Overblog Suivre ce blog
Editer l'article Administration Créer mon blog
16 janvier 2012 1 16 /01 /janvier /2012 21:00

I spent time on Junos routers (T and MX series) to understand how multicast replication works. I carried out some tests in lab to better understand how the multicast replication is done at the PFE level. This study was very useful for some multicast issues that I experienced in my operational network. The aim of this post is to share with you what I guess understand icon_wink.gif

 

Patent search engines are usually good tools to obtain technical information. For this subject I've found 2 patents written by Juniper guys that provided me a lot of relevant information:

 

- Patent US 7,710,963: Binary Trees for multicast traffic

- Patent US 7,263,099: Multicast Packet replication

 

Note : I use some PFE commands that are not supported by the JTAC. Although I've never encountered an issue with these given commands (even on operational nodes), be carreful with them icon_wink.gif

 

1/ Basic information

 

Multicast replication, on Junos, is done at PFE (Packet Forwarding Engine) level.
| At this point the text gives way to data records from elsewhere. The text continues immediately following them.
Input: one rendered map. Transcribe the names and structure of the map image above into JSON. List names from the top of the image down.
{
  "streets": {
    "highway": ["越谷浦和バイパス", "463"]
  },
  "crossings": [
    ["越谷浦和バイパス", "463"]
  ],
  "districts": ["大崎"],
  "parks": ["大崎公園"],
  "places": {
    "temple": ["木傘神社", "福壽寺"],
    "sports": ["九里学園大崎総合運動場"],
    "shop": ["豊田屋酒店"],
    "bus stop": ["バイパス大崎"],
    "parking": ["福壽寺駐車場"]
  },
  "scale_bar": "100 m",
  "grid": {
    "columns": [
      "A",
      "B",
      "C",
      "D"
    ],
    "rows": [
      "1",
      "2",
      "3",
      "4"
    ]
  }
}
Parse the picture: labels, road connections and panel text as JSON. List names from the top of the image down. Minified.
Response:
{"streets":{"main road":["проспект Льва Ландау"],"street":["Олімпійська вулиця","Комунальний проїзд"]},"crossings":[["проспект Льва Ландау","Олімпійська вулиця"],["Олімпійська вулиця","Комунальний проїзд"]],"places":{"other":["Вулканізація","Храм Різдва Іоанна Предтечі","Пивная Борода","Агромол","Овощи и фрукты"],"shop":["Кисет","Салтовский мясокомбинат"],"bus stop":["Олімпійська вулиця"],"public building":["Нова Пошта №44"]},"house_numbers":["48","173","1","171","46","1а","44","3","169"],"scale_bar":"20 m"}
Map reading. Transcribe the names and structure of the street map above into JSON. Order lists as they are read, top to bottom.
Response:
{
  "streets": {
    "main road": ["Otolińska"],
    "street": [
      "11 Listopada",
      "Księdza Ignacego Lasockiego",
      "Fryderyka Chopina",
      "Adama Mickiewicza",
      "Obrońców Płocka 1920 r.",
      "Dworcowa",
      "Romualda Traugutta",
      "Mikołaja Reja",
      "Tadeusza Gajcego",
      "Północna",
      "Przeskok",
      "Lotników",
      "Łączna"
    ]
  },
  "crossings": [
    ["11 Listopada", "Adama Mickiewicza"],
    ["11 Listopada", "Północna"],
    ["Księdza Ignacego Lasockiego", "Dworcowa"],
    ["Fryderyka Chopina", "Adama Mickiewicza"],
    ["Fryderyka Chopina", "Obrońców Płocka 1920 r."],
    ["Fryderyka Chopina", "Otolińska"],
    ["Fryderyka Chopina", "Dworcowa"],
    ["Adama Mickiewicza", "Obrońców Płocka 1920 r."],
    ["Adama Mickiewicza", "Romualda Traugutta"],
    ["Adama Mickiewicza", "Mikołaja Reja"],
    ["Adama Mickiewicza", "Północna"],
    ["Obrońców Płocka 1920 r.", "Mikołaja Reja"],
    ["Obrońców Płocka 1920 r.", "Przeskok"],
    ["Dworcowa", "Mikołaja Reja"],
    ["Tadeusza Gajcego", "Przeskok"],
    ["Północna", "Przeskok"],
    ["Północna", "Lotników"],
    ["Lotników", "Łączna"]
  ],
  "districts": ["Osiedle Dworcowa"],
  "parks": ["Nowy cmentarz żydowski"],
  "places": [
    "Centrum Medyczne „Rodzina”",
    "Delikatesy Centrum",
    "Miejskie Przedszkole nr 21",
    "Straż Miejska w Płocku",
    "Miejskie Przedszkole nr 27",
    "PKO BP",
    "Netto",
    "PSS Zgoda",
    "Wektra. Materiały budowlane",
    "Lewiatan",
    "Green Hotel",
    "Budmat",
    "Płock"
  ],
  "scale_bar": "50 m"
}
PFE is the entity within the linecard (FPC, DPC, MPC...) that manages : packet handling, route lookup, CoS, packet encapsulation, packet forwarding...

On a given card, there are more than one PFE. Each PFE supports more or less traffic and "connects" one or more physical ports. For instance : 

- FPC 3 on T640 : 2 PFE (each PFE supports 20Gbits/s and connects 2x10GE links or 20x1GE links) 

- FPC 4 on T1600 : 2 PFE (each PFE supports 40Gbit/s and connects for example 4x10GE PIC) 

- DPCE 4x10GE on MX960 : 4 PFE  (each PFE supports 10Gbits/s and connects 1x10GE link)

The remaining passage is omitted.